RECORDED INFORMATION:
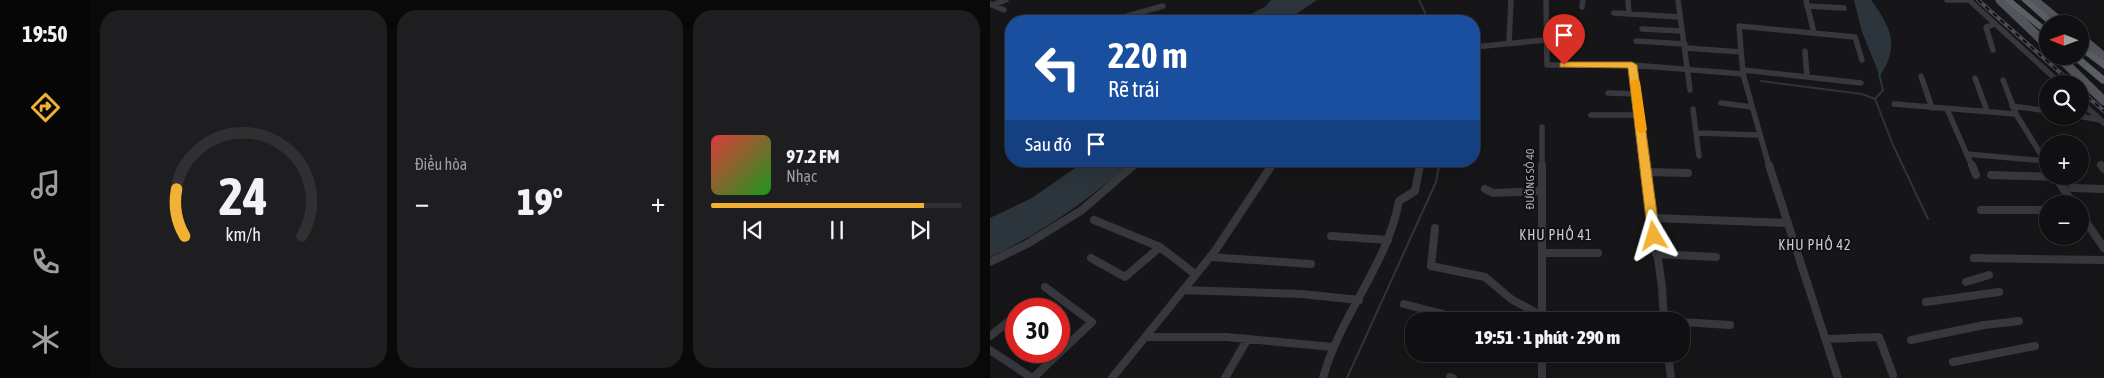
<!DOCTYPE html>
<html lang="vi">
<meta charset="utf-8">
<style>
body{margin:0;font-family:"Asap Condensed",sans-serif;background:#1e1e20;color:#f1f3f6;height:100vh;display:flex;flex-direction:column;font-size:19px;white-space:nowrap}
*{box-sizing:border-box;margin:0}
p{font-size:16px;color:#9c9d9f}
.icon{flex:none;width:28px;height:28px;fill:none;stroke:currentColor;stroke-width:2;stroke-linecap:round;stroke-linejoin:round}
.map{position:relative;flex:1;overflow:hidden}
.drawer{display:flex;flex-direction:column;gap:10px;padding:10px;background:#09090a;width:900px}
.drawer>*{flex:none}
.banner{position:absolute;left:15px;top:15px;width:475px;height:152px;border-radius:20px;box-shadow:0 5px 20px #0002,0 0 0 1px #303032;background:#1a4fa0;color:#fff;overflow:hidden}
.needle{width:32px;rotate:271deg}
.buttons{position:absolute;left:1049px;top:15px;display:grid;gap:10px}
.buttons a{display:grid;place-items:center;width:50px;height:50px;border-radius:50%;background:#101012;box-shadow:0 5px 20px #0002,0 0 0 1px #303032;font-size:25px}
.speed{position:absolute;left:15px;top:298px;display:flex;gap:10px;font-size:25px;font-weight:700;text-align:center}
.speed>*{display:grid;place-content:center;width:65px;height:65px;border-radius:50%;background:#101012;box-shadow:0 5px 20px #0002,0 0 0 1px #303032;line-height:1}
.speed .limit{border:8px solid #d22;background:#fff;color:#111}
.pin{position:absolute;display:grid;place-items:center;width:42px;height:42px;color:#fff;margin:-51px -21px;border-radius:50% 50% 50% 0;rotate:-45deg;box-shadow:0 0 5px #0007}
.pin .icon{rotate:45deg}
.me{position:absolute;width:55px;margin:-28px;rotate:353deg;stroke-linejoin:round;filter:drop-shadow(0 0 4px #0008)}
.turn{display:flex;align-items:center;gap:18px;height:105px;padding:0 20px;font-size:22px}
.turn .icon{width:65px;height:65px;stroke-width:2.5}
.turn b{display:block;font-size:35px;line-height:42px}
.then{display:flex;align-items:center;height:48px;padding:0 20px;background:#0003;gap:10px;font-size:19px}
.big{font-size:38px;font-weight:800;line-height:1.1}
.drawer .widget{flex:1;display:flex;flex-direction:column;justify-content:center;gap:8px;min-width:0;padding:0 18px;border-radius:20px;background:#1e1e20}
.drawer .dial{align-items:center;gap:0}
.dial svg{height:130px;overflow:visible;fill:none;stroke:#303032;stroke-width:7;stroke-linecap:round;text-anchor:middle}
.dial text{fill:#f1f3f6;stroke:none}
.song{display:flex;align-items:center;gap:15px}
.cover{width:60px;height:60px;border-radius:8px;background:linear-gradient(135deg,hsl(0 70% 55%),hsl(120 70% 35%))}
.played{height:5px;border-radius:2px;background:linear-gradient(90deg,#f2b134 85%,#303032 85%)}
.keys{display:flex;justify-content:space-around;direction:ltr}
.heat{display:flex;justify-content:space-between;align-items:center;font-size:28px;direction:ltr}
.drawer .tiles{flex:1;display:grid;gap:10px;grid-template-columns:repeat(3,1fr)}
.trip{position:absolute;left:415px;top:312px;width:285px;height:50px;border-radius:20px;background:#101012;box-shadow:0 5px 20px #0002,0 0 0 1px #303032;font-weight:800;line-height:50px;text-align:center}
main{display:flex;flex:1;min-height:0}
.dock{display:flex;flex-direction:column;width:90px;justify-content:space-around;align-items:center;background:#060607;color:#9c9d9f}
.dock .icon{width:35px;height:35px}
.dock .selected{color:#f2b134}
.dock b{font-size:22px;color:#f1f3f6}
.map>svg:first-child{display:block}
</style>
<main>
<nav class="dock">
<b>19:50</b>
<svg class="icon selected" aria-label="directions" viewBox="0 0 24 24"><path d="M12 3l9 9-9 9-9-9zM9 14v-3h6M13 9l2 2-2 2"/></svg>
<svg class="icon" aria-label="music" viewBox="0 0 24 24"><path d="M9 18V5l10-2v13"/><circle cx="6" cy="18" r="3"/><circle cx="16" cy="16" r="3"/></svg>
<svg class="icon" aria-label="phone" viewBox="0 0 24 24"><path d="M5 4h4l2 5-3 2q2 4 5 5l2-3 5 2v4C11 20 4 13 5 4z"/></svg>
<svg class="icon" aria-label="climate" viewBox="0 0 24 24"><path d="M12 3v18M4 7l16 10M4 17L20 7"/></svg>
</nav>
<section class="drawer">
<div class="tiles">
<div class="widget dial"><svg viewBox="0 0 100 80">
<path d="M14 69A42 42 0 1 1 86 69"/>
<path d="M14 69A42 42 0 0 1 9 40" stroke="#f2b134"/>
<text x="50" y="56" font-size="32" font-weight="700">24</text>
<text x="50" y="72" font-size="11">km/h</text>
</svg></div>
<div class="widget"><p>Điều hòa</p>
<div class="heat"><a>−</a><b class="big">19°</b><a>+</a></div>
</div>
<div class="widget">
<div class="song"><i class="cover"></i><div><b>97.2 FM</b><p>Nhạc</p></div></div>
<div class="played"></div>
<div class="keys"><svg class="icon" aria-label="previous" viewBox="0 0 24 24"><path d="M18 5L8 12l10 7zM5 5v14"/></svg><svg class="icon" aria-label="pause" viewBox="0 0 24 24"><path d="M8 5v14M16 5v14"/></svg><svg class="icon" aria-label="next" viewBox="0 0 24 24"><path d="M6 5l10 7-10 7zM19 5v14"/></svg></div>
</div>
</div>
</section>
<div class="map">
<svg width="1114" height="378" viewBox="0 0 1114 378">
<rect width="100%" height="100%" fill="#161618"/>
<!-- water -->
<path fill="#2c353c" d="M 281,0 L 327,0 L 296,21 L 248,21 L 276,6 Z
M 864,0 L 881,0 C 901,27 910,46 890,76 L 872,32 Z
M 95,161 L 143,161 C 99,199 53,233 0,257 L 0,218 L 42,198 Z"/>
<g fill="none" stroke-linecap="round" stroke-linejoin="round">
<!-- stream -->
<path stroke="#2c353c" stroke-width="2" d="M 429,0 L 439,21
M 889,74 L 893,90 L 885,99 L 903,145 L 938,219
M 771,81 L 872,94 L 885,99
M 357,378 L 446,182 L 450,161"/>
<!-- minor-far1 -->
<path stroke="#37383d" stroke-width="5.5" d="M 556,0 L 557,65 L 642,65 L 753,74
M 638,0 L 639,13
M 688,0 L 700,90
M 816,0 L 824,33
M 957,0 L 978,0
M 979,0 L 1071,84
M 0,4 L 14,10
M 2,5 L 16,0
M 817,6 L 854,8
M 592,7 L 593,0
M 624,13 L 690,17
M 127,19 L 173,6
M 652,29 L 692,31
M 646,41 L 695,44
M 519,43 L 521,0
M 484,47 L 555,40
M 696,48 L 751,52
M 1003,50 L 996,27 L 1005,24
M 815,51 L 817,77
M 642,65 L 655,166
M 753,70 L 871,83
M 931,76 L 942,108
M 985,78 L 997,111
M 1013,80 L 1026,114 L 1055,161
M 618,93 L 647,94
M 1090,101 L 1114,123
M 731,103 L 762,107
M 904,104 L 1026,114
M 1022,106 L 1058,111
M 703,109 L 709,156
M 957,109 L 982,166
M 601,115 L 649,115
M 1088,116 L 1110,120
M 552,127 L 552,166
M 706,133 L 769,135
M 977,154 L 1055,161
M 143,166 L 149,161
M 281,166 L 285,161
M 430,166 L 431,161
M 779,166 L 753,74 L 749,26 L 865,37 L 872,60"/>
<!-- minor -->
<path stroke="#37383d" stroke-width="8" d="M 552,165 L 552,321
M 655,165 L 672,287 L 674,321
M 779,165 L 848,378
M 982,165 L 986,175
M 1111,165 L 1114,169
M 656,172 L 698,173
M 1001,175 L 1066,177 L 1083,204
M 1082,188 L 1114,189
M 495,189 L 503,193 L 552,191
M 991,210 L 1058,210
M 1090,213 L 1114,248
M 662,218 L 798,223
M 104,220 L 170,247 L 205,274
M 445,228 L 441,266 L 495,277 L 521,299 L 552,316
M 341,236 L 398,240
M 552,253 L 608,253
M 666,254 L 726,257
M 220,257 L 321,264
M 101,258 L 135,277 L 170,247
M 984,258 L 1114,260
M 0,262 L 37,244 L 92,210 L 144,165
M 976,282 L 999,275
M 193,290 L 311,294 L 369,300
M 936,302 L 1009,292
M 414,304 L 480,321
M 691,322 L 740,325
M 0,336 L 18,322
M 157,337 L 236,337 L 343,347
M 837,339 L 889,337 L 903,375
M 921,340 L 994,325 L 1029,321
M 0,350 L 42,378
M 552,354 L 552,378
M 678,354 L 681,378
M 474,359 L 476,354
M 963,362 L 1045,346
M 460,377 L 463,378
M 43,378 L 102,322 L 55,287
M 122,378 L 225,251 L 282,165
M 235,378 L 257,340
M 333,378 C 350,315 397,266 409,201 L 425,191 L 430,165"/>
<!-- primary -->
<path stroke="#53555c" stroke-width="9" d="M 1010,0 L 1058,46
M 1044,0 L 1073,24
M 1090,37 L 1114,57
M 1068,56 L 1114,101"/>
<!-- trunk -->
<path fill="#5b5e65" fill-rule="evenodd" d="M 1014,0 L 1023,0 L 1058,29 L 1058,37 Z
M 1031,0 L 1040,0 L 1067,24 L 1058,24 Z
M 1090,43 L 1114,61 L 1114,69 L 1090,51 Z
M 1079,56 L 1090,56 L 1114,76 L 1114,84 L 1111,83 Z"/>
<!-- rail casing -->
<g stroke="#4a4c52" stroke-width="4">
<path id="rail" d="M 988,0 L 1083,84
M 1090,90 L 1114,111"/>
</g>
<!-- rail -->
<use href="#rail" stroke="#111113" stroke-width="2" stroke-dasharray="5" stroke-linecap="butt"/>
</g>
<!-- route -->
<path fill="#f2b134" stroke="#9d7322" d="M 574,62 L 642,62 L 647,65 L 670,236 L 668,240 L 659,240 L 658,236 L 638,68 L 570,67 L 570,63 Z"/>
<!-- slow -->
<path fill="#f59e0b" d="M 645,79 L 650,82 L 657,130 L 651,134 L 646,130 L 640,82 Z"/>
<g text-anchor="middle" stroke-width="4" stroke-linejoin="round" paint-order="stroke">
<!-- street labels -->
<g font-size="12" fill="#a8adb8" stroke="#111113">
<text transform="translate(540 179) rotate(-90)" y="4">ĐƯỜNG SỐ 40</text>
</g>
<!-- neighbourhood labels -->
<g font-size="14" letter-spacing="1" fill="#c9ccd4" stroke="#111113">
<text x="566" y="240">KHU PHỐ 41</text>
<text x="825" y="250">KHU PHỐ 42</text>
</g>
</g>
</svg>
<div class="buttons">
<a><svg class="needle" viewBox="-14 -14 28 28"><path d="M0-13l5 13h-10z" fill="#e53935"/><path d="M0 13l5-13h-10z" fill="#9c9d9f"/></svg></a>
<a><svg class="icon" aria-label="search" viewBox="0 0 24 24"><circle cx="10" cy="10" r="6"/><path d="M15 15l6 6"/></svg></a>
<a>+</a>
<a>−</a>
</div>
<div class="speed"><div class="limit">30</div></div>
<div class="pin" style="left:574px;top:65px;background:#d93025"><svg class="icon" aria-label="arrive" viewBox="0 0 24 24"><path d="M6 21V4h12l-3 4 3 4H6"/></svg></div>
<svg class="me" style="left:664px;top:236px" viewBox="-20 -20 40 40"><path d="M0-17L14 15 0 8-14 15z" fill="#f2b134" stroke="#fff" stroke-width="4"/></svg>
<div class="trip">19:51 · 1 phút · 290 m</div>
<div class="banner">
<div class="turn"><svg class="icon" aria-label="left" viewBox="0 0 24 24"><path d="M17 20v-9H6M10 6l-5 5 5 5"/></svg><div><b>220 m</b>Rẽ trái</div></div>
<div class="then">Sau đó<svg class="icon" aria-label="arrive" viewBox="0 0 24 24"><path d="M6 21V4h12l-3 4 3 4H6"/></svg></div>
</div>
</div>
</main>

TASK: Only a number is wanted here. How many lines in the material contain "heat"?

RESPONSE: 2